Optimization of Natural Circulation District Heating Reactor Primary Heat Exchangers

Abstract

Small modular reactors (SMRs) are gaining interest as a potential solution for cost-effective, carbon-neutral district heat (DH) production. The low pressures and temperatures permit much lighter and cheaper designs than in power plants, and efficiency is high as all heat generated can be sold to customers. In this work, the optimization of the primary heat exchangers in a natural-circulation 50-MW heating reactor concept was carried out to obtain an initial feasibility estimate for the concept for both baseload and load-following operation, as well as to obtain information on the characteristics of an optimized design. Studies on small natural circulation heat-only SMRs and the impact of heat exchanger design on the overall dimensions and economics have not been published before.
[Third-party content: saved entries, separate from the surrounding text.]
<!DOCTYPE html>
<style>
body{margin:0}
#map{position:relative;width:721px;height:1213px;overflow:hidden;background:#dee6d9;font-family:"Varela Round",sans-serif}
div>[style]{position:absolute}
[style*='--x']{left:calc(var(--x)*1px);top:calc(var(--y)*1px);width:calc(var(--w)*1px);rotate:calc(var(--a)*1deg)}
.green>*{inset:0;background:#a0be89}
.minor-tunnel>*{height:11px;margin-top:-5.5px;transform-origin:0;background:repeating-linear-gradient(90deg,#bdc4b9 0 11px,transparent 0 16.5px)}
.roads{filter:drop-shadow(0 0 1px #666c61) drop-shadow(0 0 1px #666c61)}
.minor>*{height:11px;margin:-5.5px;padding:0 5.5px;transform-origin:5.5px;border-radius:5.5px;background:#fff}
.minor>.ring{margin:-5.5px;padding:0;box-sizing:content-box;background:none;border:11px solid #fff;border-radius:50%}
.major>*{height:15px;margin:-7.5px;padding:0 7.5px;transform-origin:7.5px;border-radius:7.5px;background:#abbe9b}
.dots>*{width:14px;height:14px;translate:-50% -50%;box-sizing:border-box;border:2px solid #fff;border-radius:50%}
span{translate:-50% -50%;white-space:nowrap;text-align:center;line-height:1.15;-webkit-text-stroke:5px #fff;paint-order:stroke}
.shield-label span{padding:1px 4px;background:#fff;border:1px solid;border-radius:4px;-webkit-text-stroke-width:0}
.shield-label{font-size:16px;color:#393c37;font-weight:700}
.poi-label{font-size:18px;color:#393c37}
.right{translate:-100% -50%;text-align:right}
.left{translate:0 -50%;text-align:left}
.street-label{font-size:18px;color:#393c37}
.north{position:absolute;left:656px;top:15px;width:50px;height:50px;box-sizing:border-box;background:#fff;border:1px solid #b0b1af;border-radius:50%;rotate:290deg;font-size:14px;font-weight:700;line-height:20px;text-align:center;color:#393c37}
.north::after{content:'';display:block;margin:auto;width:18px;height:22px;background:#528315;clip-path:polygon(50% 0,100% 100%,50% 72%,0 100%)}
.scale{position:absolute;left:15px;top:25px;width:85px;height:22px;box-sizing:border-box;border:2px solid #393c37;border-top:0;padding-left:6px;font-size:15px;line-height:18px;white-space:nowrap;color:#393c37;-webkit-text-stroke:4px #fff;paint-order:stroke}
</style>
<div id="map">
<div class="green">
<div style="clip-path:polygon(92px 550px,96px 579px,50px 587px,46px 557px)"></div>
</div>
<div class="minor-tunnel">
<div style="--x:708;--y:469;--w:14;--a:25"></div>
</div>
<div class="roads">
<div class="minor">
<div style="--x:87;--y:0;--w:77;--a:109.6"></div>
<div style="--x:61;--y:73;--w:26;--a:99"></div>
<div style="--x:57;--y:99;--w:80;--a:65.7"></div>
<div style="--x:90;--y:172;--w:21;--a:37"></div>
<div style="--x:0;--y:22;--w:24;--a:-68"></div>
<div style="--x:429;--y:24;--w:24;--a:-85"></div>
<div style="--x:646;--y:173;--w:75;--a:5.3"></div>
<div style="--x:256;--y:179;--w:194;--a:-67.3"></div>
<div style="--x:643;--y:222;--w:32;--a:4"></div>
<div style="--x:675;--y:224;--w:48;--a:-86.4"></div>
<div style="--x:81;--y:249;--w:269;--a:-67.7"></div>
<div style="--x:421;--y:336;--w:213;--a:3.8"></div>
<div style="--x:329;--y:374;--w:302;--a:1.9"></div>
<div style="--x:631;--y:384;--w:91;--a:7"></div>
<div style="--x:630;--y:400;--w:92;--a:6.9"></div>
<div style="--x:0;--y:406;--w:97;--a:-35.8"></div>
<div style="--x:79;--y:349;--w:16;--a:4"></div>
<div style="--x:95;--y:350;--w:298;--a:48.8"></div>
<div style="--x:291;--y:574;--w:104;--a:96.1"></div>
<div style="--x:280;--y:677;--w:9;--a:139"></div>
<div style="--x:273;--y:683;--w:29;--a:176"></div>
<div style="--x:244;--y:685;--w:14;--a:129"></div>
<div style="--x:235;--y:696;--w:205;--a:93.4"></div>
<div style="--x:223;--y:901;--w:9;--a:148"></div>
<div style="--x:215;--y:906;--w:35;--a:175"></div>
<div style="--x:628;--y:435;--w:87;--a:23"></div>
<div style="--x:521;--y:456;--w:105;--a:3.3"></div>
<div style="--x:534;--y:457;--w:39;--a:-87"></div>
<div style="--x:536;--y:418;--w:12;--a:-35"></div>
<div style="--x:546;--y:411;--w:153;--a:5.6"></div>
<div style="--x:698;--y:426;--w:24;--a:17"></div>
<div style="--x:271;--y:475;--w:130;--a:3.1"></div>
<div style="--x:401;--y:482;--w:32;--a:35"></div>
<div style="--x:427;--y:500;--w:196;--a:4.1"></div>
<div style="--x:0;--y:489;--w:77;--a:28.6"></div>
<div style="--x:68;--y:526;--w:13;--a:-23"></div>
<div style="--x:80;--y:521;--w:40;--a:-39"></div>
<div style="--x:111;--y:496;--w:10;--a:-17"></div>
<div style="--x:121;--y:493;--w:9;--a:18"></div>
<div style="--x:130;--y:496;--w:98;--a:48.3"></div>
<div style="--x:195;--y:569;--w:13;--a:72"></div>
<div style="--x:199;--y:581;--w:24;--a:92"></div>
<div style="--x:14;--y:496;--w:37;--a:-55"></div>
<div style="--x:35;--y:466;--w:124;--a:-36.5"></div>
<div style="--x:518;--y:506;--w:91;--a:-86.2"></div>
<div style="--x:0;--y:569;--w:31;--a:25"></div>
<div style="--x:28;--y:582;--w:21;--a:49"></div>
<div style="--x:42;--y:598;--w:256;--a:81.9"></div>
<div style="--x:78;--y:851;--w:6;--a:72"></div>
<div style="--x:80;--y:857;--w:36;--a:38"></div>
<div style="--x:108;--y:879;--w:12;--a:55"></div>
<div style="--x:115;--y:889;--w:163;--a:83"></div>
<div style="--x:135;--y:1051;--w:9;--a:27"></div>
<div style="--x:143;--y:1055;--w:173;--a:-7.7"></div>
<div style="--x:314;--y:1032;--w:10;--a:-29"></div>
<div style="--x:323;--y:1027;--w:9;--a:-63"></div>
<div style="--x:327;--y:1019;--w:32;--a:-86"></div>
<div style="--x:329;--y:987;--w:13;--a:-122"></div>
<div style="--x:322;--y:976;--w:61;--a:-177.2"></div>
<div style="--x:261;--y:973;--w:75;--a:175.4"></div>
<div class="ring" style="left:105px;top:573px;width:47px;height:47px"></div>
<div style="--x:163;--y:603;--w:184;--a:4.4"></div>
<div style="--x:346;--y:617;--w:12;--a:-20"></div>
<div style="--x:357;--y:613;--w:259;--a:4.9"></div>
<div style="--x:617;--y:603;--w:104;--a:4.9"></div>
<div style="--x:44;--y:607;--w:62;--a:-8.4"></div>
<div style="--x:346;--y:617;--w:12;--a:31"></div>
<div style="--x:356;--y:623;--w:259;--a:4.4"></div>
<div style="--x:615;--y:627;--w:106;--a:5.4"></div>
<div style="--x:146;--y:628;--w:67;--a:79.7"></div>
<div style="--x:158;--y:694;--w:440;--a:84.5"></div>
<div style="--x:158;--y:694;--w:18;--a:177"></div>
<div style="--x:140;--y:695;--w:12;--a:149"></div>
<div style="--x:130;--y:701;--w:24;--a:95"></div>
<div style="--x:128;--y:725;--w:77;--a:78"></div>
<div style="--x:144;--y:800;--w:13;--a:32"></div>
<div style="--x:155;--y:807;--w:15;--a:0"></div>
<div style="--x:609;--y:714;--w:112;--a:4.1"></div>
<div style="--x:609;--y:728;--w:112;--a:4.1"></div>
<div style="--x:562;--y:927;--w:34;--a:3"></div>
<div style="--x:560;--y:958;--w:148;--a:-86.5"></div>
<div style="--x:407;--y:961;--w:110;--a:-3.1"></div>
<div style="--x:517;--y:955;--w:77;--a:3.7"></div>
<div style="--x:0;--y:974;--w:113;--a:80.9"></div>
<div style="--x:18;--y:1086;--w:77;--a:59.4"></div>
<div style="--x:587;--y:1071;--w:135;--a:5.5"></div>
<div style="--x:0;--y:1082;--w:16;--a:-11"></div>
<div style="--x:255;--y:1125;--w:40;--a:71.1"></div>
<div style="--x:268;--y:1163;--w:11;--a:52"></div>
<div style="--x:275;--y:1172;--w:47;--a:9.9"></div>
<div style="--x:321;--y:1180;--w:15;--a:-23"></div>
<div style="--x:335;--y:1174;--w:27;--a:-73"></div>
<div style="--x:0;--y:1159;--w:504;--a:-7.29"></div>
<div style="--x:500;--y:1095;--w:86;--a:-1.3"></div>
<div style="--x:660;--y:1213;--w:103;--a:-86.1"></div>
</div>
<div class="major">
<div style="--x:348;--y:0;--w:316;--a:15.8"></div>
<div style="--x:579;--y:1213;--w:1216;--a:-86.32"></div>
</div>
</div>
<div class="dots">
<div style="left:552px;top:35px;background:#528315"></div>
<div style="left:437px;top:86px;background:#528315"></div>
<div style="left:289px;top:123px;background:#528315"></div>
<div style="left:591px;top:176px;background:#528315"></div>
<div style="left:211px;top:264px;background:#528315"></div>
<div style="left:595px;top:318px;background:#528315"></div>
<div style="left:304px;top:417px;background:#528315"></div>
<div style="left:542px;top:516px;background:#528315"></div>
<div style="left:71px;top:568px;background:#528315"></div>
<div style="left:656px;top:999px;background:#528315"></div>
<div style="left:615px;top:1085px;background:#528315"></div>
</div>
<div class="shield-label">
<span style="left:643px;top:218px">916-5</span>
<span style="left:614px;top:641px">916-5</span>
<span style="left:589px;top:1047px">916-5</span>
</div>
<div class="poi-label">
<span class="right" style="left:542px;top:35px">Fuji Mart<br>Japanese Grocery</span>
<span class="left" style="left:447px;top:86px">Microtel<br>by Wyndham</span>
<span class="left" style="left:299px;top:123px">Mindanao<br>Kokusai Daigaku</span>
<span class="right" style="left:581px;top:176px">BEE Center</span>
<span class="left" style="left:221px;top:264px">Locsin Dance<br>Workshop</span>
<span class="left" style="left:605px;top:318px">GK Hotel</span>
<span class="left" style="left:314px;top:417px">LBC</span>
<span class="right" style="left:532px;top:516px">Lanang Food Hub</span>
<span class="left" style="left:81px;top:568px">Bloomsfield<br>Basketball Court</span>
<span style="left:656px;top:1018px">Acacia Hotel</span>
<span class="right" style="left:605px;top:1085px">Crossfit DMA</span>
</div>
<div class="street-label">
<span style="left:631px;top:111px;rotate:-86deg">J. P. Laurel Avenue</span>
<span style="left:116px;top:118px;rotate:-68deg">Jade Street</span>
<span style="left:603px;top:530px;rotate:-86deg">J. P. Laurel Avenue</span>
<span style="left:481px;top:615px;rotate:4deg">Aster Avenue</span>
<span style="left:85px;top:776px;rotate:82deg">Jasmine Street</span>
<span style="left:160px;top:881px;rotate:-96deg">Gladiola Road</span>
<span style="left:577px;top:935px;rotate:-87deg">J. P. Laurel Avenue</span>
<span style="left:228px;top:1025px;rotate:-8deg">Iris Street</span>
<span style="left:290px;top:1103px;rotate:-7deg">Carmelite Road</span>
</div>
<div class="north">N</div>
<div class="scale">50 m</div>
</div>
Although a detailed heat exchanger cost model was used, the results should be considered tentative initial estimates, as much of the cost impact from the heat exchanger design comes from the effect the design has on the pressure vessel dimensions. While more detailed pressure vessel designs and cost functions are needed for final optimization, the feasibility of the concept is shown. Optimization for different load profiles produced near-identical designs, with the downcomer divided approximately in half between the heat exchanger at the top and an empty space at the bottom to maximize the pressure difference available for natural circulation. Although conservative, even pessimistic estimates were used in the absence of detailed cost functions, cost prices of 30–55 EUR/MWhDH at a 10% interest rate were obtained, or only 20–40 EUR/MWhDH at a 5% interest rate. This indicates potentially good competitiveness for the considered DH SMR concept.